Premise
From what I understand, using the Fisher-Yates algorithm and the data that you have about the positions of the records, you should be able to get (and calculate) the list:
struct Entry { long long sourceStartIndex; long long sourceEndIndex; long long destinationStartIndex; long long destinationEndIndex; }
Problem
From now on, the naive solution is to search for each record in the source file, read it, and then search for the new record position in the target file and write it.
The problem with this approach is that it uses too many queries.
Decision
The best way to do this is to reduce the number of requests using two huge buffers for each of the files.
I recommend a small buffer for the source file (say, 64 MB) and a large buffer for the target file (as large as the user can afford - say, 2 GB).
Initially, the destination buffer will be mapped to the first 2 GB of the destination file. At this point, read the entire source file in pieces of 64 MB in the source buffer. When you read it, copy the corresponding entries to the destination buffer. When you get to the end of the file, the output buffer should contain all the necessary data. Write it to the destination file.

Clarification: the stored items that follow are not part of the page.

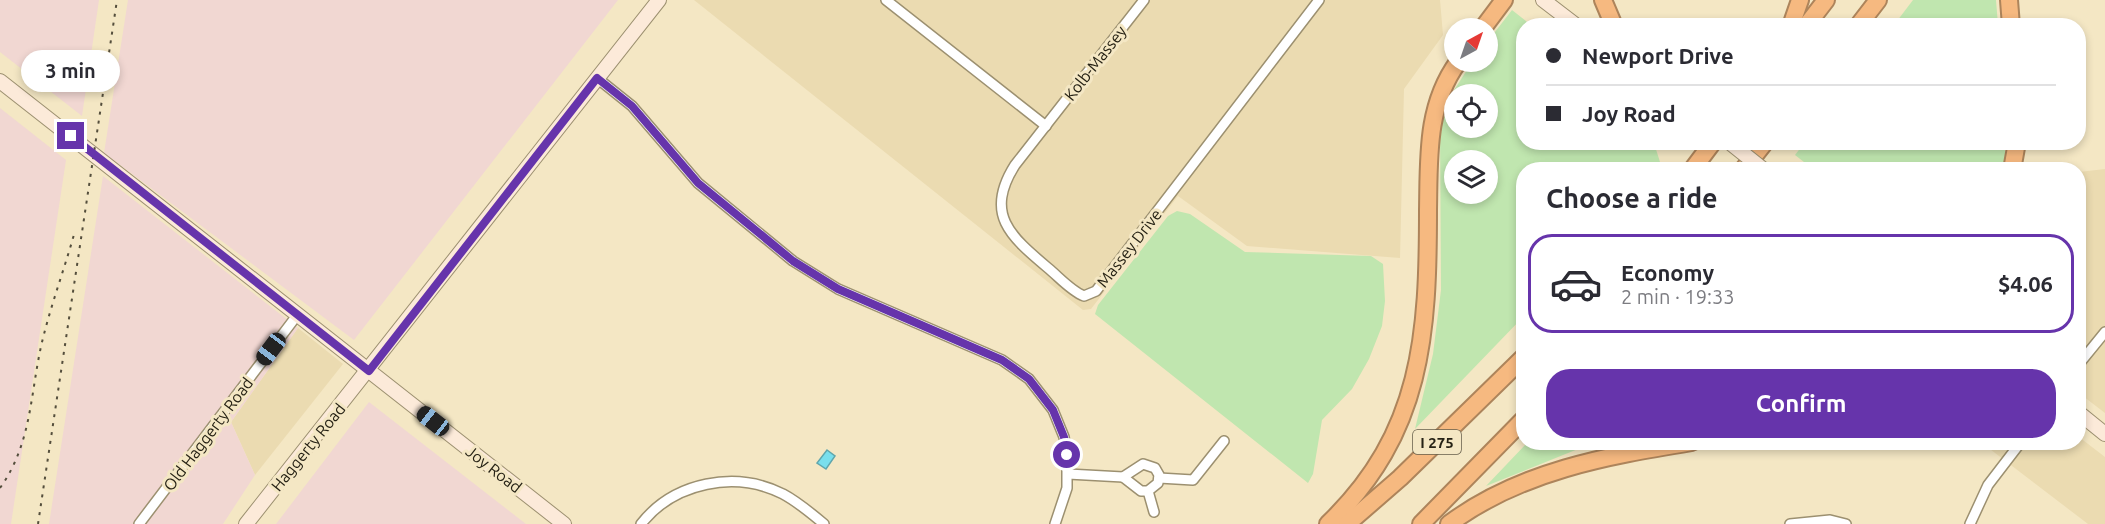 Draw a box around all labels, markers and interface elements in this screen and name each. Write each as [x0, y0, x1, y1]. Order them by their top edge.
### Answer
north arrow [1444, 18, 1498, 72]
map controls [1444, 18, 1498, 204]
street label: Kolb-Massey [1060, 22, 1130, 104]
text: Newport Drive [1582, 43, 1734, 68]
callout: 3 min [22, 49, 121, 91]
text: 3 min [45, 59, 96, 82]
button: locate [1444, 84, 1498, 138]
text: Joy Road [1582, 101, 1676, 126]
route end [57, 122, 84, 149]
button: layers [1444, 150, 1498, 204]
text: Choose a ride [1546, 183, 1718, 213]
street label: Massey Drive [1093, 205, 1165, 291]
icon: car [1549, 257, 1603, 311]
text: Economy [1621, 260, 1714, 285]
text: $4.06 [1998, 271, 2053, 296]
text: 2 min · 19:33 [1621, 285, 1735, 308]
car [253, 329, 289, 369]
button: Confirm [1546, 369, 2056, 438]
street label: Old Haggerty Road [160, 374, 256, 494]
street label: Haggerty Road [267, 400, 349, 494]
car [413, 403, 453, 439]
road number: I 275 [1413, 430, 1461, 454]
route start [1053, 441, 1080, 468]
street label: Joy Road [463, 442, 525, 496]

Then map the output buffer to the next 2 GB of the destination file and repeat the procedure. Continue until you write the entire output file.
Attention
Since the records are arbitrary sizes, it is very likely that you will have suffixes and prefixes for the records at the beginning and end of the buffers, so you need to make sure that you copied the data correctly!
Estimated Cost of Time
The execution time depends mainly on the size of the source file, the RAM available for the application, and the speed of reading on the hard disk. Assuming that the file is 40 GB in size, 2 GB of RAM and the read speed on the hard disk is 200 MB / s, the program will need to read 800 GB of data (40 GB * (40 GB / 2 GB)). Assuming the hard drive is not very fragmented, the time taken to search will be negligible. This means that reading will take one hour! But if, fortunately, the user has 8 GB of RAM available for your application, the time can only be reduced to 15-20 minutes.
I hope this will be enough for you, because I do not see another faster way.